Without changing anything, set down every line shown below.
───── Entries shown ─────
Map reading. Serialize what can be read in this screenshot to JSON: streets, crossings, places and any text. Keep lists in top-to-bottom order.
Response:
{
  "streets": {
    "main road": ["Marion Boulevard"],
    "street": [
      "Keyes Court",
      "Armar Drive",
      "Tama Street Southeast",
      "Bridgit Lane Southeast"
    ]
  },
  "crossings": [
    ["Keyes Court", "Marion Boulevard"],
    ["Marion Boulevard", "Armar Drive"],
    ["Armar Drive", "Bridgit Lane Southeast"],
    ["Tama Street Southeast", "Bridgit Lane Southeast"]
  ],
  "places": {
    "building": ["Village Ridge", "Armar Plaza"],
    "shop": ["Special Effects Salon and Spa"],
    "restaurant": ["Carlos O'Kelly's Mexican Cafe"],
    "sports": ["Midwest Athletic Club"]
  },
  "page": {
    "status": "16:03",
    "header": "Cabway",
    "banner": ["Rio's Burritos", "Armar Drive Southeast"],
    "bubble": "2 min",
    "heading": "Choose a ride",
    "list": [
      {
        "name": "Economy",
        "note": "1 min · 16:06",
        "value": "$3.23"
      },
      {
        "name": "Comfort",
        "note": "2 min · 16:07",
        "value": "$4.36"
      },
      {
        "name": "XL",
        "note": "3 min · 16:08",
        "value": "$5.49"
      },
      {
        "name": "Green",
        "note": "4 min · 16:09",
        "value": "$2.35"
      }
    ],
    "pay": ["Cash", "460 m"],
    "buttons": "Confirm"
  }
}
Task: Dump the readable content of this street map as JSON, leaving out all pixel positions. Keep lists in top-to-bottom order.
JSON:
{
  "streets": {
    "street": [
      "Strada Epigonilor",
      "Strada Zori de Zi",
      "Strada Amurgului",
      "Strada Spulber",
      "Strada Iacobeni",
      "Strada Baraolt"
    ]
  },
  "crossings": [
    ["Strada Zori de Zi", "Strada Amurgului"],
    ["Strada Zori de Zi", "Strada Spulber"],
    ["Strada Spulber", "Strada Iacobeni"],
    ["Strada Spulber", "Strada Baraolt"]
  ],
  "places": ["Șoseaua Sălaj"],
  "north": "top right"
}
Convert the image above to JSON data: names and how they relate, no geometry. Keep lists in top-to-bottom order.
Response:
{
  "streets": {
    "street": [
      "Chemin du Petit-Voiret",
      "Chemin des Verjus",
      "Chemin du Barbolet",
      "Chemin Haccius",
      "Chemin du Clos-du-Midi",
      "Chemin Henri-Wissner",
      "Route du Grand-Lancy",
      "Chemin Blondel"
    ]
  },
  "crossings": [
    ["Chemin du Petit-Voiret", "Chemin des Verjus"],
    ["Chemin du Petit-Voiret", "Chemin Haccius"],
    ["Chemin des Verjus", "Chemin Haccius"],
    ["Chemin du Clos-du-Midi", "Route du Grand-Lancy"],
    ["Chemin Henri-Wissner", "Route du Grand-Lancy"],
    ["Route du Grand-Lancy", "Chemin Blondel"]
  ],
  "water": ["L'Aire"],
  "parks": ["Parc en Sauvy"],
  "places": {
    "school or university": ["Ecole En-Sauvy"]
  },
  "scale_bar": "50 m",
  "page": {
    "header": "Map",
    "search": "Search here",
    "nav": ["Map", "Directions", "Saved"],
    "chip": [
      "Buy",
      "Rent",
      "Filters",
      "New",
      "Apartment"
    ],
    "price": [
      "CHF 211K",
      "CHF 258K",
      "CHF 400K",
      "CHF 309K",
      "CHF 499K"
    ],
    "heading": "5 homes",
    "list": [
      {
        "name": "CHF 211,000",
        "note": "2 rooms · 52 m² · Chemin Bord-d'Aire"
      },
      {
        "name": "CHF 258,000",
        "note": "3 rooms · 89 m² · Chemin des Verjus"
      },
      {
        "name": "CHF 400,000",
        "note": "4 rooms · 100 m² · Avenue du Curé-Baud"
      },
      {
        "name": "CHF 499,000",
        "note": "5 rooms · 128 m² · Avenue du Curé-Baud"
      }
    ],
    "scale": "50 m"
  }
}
─────
Task result =>
Map reading. Serialize what can be read in this screenshot to JSON: streets, crossings, places and any text. Keep lists in top-to-bottom order.
Response:
{
  "streets": {
    "main road": ["Marion Boulevard"],
    "street": [
      "Keyes Court",
      "Armar Drive",
      "Tama Street Southeast",
      "Bridgit Lane Southeast"
    ]
  },
  "crossings": [
    ["Keyes Court", "Marion Boulevard"],
    ["Marion Boulevard", "Armar Drive"],
    ["Armar Drive", "Bridgit Lane Southeast"],
    ["Tama Street Southeast", "Bridgit Lane Southeast"]
  ],
  "places": {
    "building": ["Village Ridge", "Armar Plaza"],
    "shop": ["Special Effects Salon and Spa"],
    "restaurant": ["Carlos O'Kelly's Mexican Cafe"],
    "sports": ["Midwest Athletic Club"]
  },
  "page": {
    "status": "16:03",
    "header": "Cabway",
    "banner": ["Rio's Burritos", "Armar Drive Southeast"],
    "bubble": "2 min",
    "heading": "Choose a ride",
    "list": [
      {
        "name": "Economy",
        "note": "1 min · 16:06",
        "value": "$3.23"
      },
      {
        "name": "Comfort",
        "note": "2 min · 16:07",
        "value": "$4.36"
      },
      {
        "name": "XL",
        "note": "3 min · 16:08",
        "value": "$5.49"
      },
      {
        "name": "Green",
        "note": "4 min · 16:09",
        "value": "$2.35"
      }
    ],
    "pay": ["Cash", "460 m"],
    "buttons": "Confirm"
  }
}
Task: Dump the readable content of this street map as JSON, leaving out all pixel positions. Keep lists in top-to-bottom order.
JSON:
{
  "streets": {
    "street": [
      "Strada Epigonilor",
      "Strada Zori de Zi",
      "Strada Amurgului",
      "Strada Spulber",
      "Strada Iacobeni",
      "Strada Baraolt"
    ]
  },
  "crossings": [
    ["Strada Zori de Zi", "Strada Amurgului"],
    ["Strada Zori de Zi", "Strada Spulber"],
    ["Strada Spulber", "Strada Iacobeni"],
    ["Strada Spulber", "Strada Baraolt"]
  ],
  "places": ["Șoseaua Sălaj"],
  "north": "top right"
}
Convert the image above to JSON data: names and how they relate, no geometry. Keep lists in top-to-bottom order.
Response:
{
  "streets": {
    "street": [
      "Chemin du Petit-Voiret",
      "Chemin des Verjus",
      "Chemin du Barbolet",
      "Chemin Haccius",
      "Chemin du Clos-du-Midi",
      "Chemin Henri-Wissner",
      "Route du Grand-Lancy",
      "Chemin Blondel"
    ]
  },
  "crossings": [
    ["Chemin du Petit-Voiret", "Chemin des Verjus"],
    ["Chemin du Petit-Voiret", "Chemin Haccius"],
    ["Chemin des Verjus", "Chemin Haccius"],
    ["Chemin du Clos-du-Midi", "Route du Grand-Lancy"],
    ["Chemin Henri-Wissner", "Route du Grand-Lancy"],
    ["Route du Grand-Lancy", "Chemin Blondel"]
  ],
  "water": ["L'Aire"],
  "parks": ["Parc en Sauvy"],
  "places": {
    "school or university": ["Ecole En-Sauvy"]
  },
  "scale_bar": "50 m",
  "page": {
    "header": "Map",
    "search": "Search here",
    "nav": ["Map", "Directions", "Saved"],
    "chip": [
      "Buy",
      "Rent",
      "Filters",
      "New",
      "Apartment"
    ],
    "price": [
      "CHF 211K",
      "CHF 258K",
      "CHF 400K",
      "CHF 309K",
      "CHF 499K"
    ],
    "heading": "5 homes",
    "list": [
      {
        "name": "CHF 211,000",
        "note": "2 rooms · 52 m² · Chemin Bord-d'Aire"
      },
      {
        "name": "CHF 258,000",
        "note": "3 rooms · 89 m² · Chemin des Verjus"
      },
      {
        "name": "CHF 400,000",
        "note": "4 rooms · 100 m² · Avenue du Curé-Baud"
      },
      {
        "name": "CHF 499,000",
        "note": "5 rooms · 128 m² · Avenue du Curé-Baud"
      }
    ],
    "scale": "50 m"
  }
}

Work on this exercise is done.